Parliamentarians see the positive impact of Australian Aid
In January, a group of Australian MPs visited aid projects in Cambodia as part of a special learning tour. With representatives from both sides of politics, the five-day visit was an opportunity for Australian ministers and senators to see the incredible work being undertaken by the Australian Aid program first-hand.
ChildFund Cambodia’s education project in Svay Rieng, implemented in partnership with the Kampuchean Action for Primary Education, was a highlight of the tour. The project uses a ground-breaking approach to improve literacy skills, utilising mobile technology to help children learn more effectively. Older student tutors are paired with younger student learners to help them read and write using special reading toolkits and tablets. Outdated school libraries have been redesigned to make them more fun and appealing for students to use.
Senator Linda Reynolds with local students who have been benefiting from using mobile technology in the classroom
The parliamentarians spoke to ChildFund staff, teachers and students during the school visit; with all being impressed by the innovative nature of the project, the dedication of teachers, and the enthusiasm of students.
ChildFund Australia CEO Nigel Spence said: “This education program has the funding support of the Australian Government, so it was a very valuable opportunity for the MPs to see how organisations like ChildFund can deliver projects that are not only cost-effective and value-for-money, but which deliver real and lasting improvements for children living in poor, rural communities in Cambodia.”

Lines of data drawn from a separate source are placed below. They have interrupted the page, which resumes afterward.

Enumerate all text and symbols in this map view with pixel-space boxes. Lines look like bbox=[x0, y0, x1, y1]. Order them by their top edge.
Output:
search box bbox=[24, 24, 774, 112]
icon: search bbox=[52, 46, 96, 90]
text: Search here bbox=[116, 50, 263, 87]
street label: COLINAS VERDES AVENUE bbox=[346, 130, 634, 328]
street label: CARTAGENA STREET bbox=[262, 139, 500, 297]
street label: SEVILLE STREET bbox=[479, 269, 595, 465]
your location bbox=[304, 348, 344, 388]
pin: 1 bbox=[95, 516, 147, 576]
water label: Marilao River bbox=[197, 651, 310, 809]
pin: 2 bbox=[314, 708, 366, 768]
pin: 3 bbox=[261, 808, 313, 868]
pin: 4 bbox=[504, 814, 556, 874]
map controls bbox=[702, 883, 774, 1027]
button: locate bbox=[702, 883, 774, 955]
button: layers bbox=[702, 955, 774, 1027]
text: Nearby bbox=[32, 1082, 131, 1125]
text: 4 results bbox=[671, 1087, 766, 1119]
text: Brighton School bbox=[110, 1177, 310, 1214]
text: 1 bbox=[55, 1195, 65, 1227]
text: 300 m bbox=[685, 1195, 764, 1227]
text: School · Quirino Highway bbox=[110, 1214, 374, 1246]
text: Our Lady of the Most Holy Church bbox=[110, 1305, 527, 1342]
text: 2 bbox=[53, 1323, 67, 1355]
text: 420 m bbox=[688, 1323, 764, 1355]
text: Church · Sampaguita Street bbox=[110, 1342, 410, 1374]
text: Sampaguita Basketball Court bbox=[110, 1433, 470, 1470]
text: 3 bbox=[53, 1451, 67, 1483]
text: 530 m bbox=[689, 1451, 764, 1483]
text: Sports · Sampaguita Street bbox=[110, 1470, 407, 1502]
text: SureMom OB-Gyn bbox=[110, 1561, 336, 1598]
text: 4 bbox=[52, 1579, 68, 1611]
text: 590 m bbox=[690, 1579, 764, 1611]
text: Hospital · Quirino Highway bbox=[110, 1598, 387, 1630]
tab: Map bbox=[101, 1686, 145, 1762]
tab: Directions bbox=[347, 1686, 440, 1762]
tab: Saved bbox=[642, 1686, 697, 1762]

Lisa Chesters MP with students in Cambodia
Writing about her visit in the Bendigo Advertiser, Lisa Chesters MP (pictured above, right) said: “The pride and joy of a rural Cambodian primary school in Svay Rieng is their new library funded by Australian Aid at a cost of $9,000. The students delighted in showing us their Samsung tablets with interactive learning games, favourite books and learning resources. The school also has a thriving kitchen garden and music program. The teachers credit having these resources and programs for the school’s higher attendance rates.
“The school in Svay Rieng represents what can be achieved when we prioritise education. Australian Aid plays a crucial role in international development. With our support, countries less lucky than our own are finding a path out of poverty.”